Por lo mismo que se ríe se llora parecía sentenciar Armando Discépolo a partir de su Trilogía del Grotesco Criollo en las primeras décadas del siglo pasado. Algo del clima de esa tragedia crepuscular, llena de vacíos e incertidumbre, se filtraba a finales de los años 90 cuando el dramaturgo y director porteño Federico León estrenaba Cachetazo de campo, una obra que desafiaba la tradición dramática de aquellos años en medio de un mar de lágrimas, porque su texto, surgido en gran medida del trabajo con los actores, parecía imposible de ser revisitado.
Sin embrago, buscando una vuelta a aquel texto y situación original, un material surgido de una investigación acerca del llanto, la actriz y directora local Romina Bozzini estrenó lo que podría entenderse como una versión opuesta en relación con el original, en la que una madre y su hija, refugiadas en el campo y corridas de tiempo y espacio, se escapan de algo (de todo, de lo vivido), frente a un hombre que observa e impone algunas reglas mientras ellas no pueden llorar, quizás porque ya sea demasiado tarde para lágrimas.
Nélida, la madre, deja todo y se lleva a Sandra, la hija, con lo puesto, a vivir al campo. Borrando algunos límites vinculares previos, un hombre (el hombre, lo masculino), rompe con las lógicas de ese vínculo madre-hija, exponiéndolas a una realidad que no quieren mirar ni recordar, porque la prehistoria de ese vínculo encierra algunos secretos que trastocan la relación en ese presente en el que se habla de lo suntuario para no hablar de lo importante, porque “los sentimientos extravían, llevan por mal camino”.
Después de un largo proceso de trabajo con los actores, Bozzini construye, a partir del texto original, una coda, que en el campo de la música se entiende como una especie de epílogo o movimiento final, encontrando nuevos sentidos a este material que se cimienta en el trabajo de Claudia Piccinini y Micaela Gómez, madre e hija respectivamente, pero en particular, en la desbordante composición que Piccinini arma a partir de esta madre corrida de la congoja y encerrada en el hastío, intoxicada, rodeada de cebollas, un claro guiño a ese llanto inevitable, y así y todo, las lágrimas no aparecen.
Se trata de una obra en la que el protagonismo es de esas mujeres (como en la original), pero a diferencia de aquella, esta versión de ese hombre que se entreteje en la trama como un paisaje de lo que representa lo masculino (el campo) dentro de ese vínculo, queda desdibujado, independientemente de los intentos por amarse frente a ellas, y de un costado siniestro que no consigue, sin embargo, dañar o modificar el vínculo primario.
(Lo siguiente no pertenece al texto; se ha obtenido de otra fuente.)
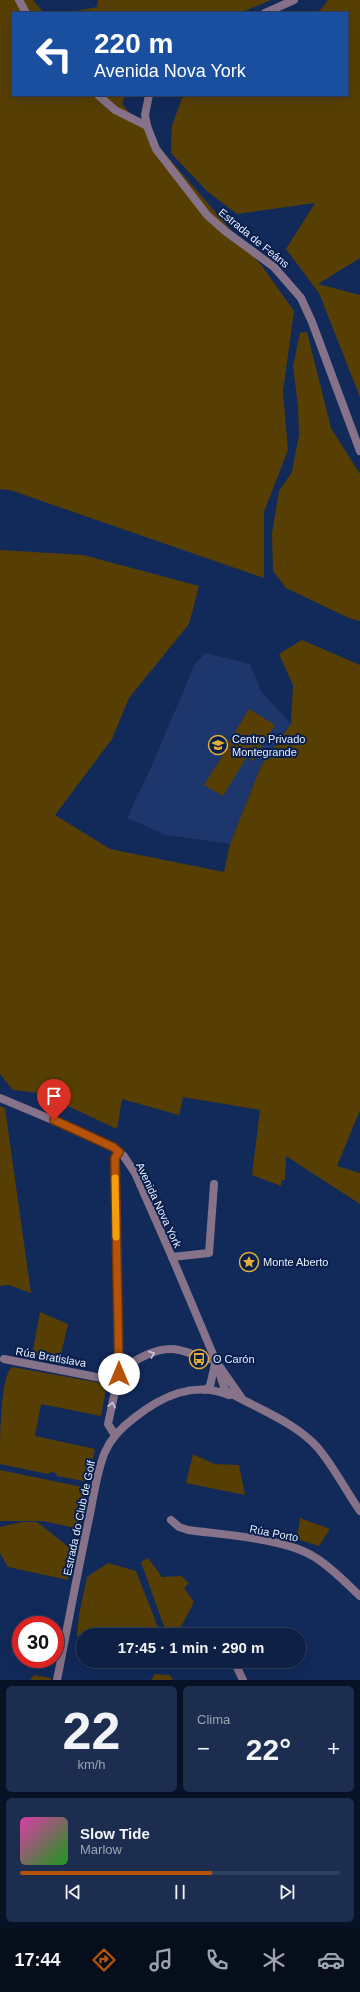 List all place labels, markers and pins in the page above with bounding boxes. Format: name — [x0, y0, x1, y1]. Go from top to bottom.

De hecho, en tiempos de femicidios y violencia de género visibilizada, algo que resuena frente a la visión de la obra, la presencia de ese tono de lo masculino requiere, en el contexto de esos vínculos, de una intensidad que aquí no aparece.
De todos modos, en rigor de lo dramático, la obra está contenida por una serie de búsquedas plásticas bellamente logradas. Así aparecen los sepias de vestuario y objetos, el humo y los contraluces que recuerdan a Goya y su relación luces y sombras, formas y espacio; la ruptura de la forma ortogonal de la caja del escenario (hay un arriba, hay un fondo y un afuera), y sobre todo cierta suciedad o desprolijidad, una abulia ralentada tanto en lo formal como en los movimientos, algo que se convierte en el gran sustento dramático en el caso de Piccinini para dar forma a la madre, quien de este modo regresa a la actuación con un personaje deslumbrante y muy complejo de armar y sostener.
El material sirve también para dar la gran bienvenida a una directora debutante en su trabajo en solitario como Romina Bozzini, que propone una estética marcada por las asperezas de los personajes, por la contradicción y la incomodidad, abordando una poética algo corrida de las estéticas locales imperantes en el presente, más cercanas a un realismo urbano y de living, que con el tiempo logrará dar ese paso hacia adelante en la búsqueda de un riesgo que se presume en este montaje, sobre todo a la hora de materializar la violencia y la desnudez, complejidades a las que el teatro local le suele sacar el cuerpo.
Hay además en la puesta una lograda y potente pregnancia musical que dialoga con lo estético y que remite a una inocultable oscuridad que busca la luz: desde la inquietante “Las Nenas” de Palo Pandolfo del comienzo, que madre e hija balbucean como un juego de niñas en una especie de ronda, escena que genera la tensión necesaria para abrirse a lo que viene, hasta la llegada de los acordes de “Mañana despertar”, una especie de canción de cuna del Flaco Spinetta, todo deja entrever que la búsqueda, a través del material, encierra detrás de una fachada de hostilidad y crueldad, la necesidad de reconstruir ese vínculo tan delicado entre madre e hija, el deseo de eso que se vuelve imprescindible para evitar la soledad y la muerte.